BEGIN Source data

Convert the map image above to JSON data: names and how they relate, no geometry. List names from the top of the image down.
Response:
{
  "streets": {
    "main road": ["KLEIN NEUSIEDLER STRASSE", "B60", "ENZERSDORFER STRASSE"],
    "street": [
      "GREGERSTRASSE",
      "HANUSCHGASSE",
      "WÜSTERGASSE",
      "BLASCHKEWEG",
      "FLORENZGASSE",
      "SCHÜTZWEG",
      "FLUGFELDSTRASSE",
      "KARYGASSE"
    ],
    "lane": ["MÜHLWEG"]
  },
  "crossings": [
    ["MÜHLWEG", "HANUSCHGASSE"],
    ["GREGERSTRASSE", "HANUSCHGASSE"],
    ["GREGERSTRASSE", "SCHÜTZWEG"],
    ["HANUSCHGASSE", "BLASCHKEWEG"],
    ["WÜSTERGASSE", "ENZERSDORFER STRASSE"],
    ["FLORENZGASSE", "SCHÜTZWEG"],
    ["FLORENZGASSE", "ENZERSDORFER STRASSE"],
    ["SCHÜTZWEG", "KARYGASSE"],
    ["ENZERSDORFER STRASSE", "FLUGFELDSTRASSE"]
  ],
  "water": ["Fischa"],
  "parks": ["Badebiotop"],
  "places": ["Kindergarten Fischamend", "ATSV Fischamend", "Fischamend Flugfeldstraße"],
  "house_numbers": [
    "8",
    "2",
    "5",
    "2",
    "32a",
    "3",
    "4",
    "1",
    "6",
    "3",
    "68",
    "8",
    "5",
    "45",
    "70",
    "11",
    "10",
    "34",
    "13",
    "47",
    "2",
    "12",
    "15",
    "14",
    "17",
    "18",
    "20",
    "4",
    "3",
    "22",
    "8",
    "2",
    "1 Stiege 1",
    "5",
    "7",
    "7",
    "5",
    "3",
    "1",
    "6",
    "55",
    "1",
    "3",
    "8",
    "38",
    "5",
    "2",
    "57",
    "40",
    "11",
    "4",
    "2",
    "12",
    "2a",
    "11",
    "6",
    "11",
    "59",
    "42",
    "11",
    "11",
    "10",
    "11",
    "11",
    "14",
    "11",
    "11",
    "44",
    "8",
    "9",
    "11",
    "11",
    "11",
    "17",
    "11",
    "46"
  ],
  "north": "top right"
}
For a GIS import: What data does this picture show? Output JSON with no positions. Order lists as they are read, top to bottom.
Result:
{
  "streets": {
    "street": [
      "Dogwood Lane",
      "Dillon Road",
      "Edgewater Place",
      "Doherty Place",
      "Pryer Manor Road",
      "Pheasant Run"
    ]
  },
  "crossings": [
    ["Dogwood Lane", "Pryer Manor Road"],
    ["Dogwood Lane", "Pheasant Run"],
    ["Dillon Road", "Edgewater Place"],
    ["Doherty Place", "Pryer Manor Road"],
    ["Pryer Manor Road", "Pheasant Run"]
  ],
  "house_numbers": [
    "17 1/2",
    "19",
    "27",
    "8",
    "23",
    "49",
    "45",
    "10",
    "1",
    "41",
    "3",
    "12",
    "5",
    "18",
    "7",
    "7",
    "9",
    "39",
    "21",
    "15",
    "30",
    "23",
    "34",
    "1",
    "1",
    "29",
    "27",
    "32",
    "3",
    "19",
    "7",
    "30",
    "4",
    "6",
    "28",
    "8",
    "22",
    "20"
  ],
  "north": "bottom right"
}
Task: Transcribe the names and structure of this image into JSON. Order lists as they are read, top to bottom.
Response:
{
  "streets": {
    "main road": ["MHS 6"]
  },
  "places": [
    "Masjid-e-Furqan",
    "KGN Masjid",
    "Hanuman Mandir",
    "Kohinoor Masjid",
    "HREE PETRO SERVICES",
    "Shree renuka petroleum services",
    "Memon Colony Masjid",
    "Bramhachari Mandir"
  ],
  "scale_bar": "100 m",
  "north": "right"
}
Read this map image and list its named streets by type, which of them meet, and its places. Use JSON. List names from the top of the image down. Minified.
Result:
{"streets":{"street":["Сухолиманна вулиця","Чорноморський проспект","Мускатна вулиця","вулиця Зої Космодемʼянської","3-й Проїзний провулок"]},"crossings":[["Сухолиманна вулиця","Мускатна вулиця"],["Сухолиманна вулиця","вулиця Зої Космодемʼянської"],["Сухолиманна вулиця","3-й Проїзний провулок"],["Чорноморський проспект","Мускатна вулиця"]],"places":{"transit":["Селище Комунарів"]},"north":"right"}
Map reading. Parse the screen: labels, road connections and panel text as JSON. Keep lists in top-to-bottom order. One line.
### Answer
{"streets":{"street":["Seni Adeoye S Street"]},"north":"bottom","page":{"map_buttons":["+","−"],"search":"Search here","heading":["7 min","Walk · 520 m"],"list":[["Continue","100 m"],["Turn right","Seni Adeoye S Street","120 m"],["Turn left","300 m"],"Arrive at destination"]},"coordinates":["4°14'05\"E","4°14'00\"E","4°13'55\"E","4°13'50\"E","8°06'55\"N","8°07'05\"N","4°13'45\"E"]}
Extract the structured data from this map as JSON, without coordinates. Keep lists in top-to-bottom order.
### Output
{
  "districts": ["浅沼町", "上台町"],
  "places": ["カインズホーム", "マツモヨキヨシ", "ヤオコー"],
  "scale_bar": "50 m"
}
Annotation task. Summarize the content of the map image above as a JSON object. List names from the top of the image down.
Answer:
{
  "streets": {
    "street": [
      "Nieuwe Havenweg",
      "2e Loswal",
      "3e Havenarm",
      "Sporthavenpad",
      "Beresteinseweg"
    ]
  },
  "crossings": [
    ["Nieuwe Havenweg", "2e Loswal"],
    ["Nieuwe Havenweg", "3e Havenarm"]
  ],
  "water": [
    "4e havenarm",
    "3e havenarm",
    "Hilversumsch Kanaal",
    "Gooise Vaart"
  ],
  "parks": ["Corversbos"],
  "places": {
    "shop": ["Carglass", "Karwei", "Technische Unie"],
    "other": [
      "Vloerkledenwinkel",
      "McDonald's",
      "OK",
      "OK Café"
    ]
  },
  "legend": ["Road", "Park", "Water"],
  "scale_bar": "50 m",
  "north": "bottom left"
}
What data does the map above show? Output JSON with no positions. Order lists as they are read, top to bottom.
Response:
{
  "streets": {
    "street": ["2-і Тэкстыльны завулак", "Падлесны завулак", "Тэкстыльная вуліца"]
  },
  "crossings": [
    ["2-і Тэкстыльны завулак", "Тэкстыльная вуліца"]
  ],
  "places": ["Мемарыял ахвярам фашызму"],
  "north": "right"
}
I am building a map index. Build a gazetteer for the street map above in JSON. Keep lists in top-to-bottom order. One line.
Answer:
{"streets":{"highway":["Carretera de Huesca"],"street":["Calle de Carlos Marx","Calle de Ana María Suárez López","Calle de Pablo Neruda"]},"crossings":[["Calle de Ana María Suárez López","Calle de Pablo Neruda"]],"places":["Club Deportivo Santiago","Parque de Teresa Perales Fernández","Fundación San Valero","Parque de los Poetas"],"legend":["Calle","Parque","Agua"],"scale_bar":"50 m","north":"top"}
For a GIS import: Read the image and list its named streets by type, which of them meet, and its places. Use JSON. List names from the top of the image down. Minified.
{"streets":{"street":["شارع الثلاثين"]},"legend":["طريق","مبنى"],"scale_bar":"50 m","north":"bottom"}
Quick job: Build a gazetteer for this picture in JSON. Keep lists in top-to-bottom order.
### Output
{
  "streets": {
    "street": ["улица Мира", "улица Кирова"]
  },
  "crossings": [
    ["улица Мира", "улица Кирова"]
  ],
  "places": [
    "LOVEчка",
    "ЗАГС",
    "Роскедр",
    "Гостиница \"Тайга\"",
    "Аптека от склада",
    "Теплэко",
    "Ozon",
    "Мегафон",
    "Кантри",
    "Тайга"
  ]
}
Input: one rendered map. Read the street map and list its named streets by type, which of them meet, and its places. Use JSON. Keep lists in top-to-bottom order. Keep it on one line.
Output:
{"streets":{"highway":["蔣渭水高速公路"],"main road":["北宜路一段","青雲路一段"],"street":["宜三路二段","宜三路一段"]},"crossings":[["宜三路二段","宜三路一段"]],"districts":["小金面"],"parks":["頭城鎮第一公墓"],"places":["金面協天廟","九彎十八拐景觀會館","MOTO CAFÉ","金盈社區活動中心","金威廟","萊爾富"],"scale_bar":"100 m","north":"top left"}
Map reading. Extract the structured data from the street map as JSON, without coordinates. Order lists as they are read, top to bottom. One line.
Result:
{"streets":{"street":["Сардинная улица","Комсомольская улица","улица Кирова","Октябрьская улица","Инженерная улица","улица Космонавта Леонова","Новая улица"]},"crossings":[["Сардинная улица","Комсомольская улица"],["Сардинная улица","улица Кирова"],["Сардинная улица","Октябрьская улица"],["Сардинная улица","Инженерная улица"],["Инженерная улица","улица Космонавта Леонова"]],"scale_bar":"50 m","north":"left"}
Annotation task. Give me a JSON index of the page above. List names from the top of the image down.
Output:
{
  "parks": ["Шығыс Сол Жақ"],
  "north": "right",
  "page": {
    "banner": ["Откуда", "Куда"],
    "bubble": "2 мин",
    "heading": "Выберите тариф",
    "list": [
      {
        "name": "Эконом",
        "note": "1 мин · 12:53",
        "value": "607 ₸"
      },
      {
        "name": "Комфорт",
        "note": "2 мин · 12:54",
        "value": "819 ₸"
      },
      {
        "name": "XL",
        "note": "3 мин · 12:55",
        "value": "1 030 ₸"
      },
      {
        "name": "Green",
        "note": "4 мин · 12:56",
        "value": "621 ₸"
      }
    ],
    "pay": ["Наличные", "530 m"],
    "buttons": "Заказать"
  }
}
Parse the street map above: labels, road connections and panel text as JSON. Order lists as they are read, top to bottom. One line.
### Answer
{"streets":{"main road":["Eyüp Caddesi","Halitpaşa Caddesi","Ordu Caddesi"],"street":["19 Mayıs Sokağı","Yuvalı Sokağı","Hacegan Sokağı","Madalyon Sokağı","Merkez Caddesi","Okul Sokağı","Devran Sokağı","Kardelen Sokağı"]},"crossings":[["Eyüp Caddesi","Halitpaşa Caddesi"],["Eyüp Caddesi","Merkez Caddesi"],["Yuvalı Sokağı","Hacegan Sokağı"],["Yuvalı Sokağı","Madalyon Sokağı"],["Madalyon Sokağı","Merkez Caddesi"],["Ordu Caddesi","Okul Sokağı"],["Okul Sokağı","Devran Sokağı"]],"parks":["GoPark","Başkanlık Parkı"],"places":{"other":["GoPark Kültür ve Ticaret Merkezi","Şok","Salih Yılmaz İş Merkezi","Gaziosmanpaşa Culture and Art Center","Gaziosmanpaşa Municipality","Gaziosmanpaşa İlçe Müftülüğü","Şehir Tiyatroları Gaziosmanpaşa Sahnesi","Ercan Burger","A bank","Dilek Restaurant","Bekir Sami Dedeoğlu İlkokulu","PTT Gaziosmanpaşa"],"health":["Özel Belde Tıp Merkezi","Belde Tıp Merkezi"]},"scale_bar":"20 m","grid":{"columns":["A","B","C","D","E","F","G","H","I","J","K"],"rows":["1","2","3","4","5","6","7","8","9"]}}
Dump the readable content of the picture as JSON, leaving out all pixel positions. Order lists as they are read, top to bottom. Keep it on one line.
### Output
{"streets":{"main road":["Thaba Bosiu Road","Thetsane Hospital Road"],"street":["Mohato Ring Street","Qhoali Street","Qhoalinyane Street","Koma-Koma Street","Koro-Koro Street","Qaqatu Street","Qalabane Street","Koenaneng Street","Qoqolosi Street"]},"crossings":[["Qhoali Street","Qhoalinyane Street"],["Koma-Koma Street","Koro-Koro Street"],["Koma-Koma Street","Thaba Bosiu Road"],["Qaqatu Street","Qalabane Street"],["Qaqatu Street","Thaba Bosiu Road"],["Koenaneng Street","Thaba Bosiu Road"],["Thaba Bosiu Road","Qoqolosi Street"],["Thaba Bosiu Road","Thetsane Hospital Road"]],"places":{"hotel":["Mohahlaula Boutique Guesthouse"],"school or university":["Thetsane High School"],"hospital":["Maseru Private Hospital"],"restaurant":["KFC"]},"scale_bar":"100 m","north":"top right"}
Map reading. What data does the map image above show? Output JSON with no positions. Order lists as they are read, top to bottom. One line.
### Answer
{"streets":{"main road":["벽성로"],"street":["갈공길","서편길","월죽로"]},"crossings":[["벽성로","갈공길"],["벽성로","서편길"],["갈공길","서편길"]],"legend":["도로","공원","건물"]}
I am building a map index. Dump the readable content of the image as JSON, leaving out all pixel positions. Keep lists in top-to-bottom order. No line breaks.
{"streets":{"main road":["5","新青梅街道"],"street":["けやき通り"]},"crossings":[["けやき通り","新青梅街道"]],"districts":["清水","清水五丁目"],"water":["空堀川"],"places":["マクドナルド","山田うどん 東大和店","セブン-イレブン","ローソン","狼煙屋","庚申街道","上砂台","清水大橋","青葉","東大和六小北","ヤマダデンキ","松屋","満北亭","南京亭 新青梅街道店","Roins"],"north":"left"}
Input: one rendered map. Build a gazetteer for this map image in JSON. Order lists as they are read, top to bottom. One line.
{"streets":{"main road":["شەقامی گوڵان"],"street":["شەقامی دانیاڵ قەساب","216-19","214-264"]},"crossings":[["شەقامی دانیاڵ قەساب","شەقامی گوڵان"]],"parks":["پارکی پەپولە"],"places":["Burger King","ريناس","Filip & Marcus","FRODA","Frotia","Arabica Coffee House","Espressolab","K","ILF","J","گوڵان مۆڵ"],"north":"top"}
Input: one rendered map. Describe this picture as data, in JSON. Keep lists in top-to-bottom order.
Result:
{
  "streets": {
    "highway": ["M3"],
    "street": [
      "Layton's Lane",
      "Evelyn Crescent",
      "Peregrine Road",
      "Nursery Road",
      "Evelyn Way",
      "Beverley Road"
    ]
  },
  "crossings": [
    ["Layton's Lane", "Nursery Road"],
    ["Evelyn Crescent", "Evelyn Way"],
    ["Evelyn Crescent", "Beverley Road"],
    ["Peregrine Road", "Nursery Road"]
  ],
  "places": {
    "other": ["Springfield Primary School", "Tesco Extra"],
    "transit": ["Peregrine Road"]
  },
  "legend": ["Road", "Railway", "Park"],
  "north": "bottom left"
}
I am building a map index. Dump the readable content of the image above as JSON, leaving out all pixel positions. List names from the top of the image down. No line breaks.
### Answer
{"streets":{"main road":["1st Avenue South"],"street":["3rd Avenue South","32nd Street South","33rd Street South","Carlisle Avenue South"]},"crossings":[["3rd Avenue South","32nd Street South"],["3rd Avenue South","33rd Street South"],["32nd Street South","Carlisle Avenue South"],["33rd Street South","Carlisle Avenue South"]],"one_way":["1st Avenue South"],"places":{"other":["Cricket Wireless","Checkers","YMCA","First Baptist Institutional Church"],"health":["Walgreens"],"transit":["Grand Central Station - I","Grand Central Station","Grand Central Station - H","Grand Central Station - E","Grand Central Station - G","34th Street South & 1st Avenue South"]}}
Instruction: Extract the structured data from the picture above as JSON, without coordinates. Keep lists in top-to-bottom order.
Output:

END Source data

● **Work to complete**
In the entries above, please find the line with "order. No line breaks." and the line with "down. No line breaks.", then write out exactly those two lines and every line between them, and nothing more.

● **Response to this task**
I am building a map index. Dump the readable content of the image as JSON, leaving out all pixel positions. Keep lists in top-to-bottom order. No line breaks.
{"streets":{"main road":["5","新青梅街道"],"street":["けやき通り"]},"crossings":[["けやき通り","新青梅街道"]],"districts":["清水","清水五丁目"],"water":["空堀川"],"places":["マクドナルド","山田うどん 東大和店","セブン-イレブン","ローソン","狼煙屋","庚申街道","上砂台","清水大橋","青葉","東大和六小北","ヤマダデンキ","松屋","満北亭","南京亭 新青梅街道店","Roins"],"north":"left"}
Input: one rendered map. Build a gazetteer for this map image in JSON. Order lists as they are read, top to bottom. One line.
{"streets":{"main road":["شەقامی گوڵان"],"street":["شەقامی دانیاڵ قەساب","216-19","214-264"]},"crossings":[["شەقامی دانیاڵ قەساب","شەقامی گوڵان"]],"parks":["پارکی پەپولە"],"places":["Burger King","ريناس","Filip & Marcus","FRODA","Frotia","Arabica Coffee House","Espressolab","K","ILF","J","گوڵان مۆڵ"],"north":"top"}
Input: one rendered map. Describe this picture as data, in JSON. Keep lists in top-to-bottom order.
Result:
{
  "streets": {
    "highway": ["M3"],
    "street": [
      "Layton's Lane",
      "Evelyn Crescent",
      "Peregrine Road",
      "Nursery Road",
      "Evelyn Way",
      "Beverley Road"
    ]
  },
  "crossings": [
    ["Layton's Lane", "Nursery Road"],
    ["Evelyn Crescent", "Evelyn Way"],
    ["Evelyn Crescent", "Beverley Road"],
    ["Peregrine Road", "Nursery Road"]
  ],
  "places": {
    "other": ["Springfield Primary School", "Tesco Extra"],
    "transit": ["Peregrine Road"]
  },
  "legend": ["Road", "Railway", "Park"],
  "north": "bottom left"
}
I am building a map index. Dump the readable content of the image above as JSON, leaving out all pixel positions. List names from the top of the image down. No line breaks.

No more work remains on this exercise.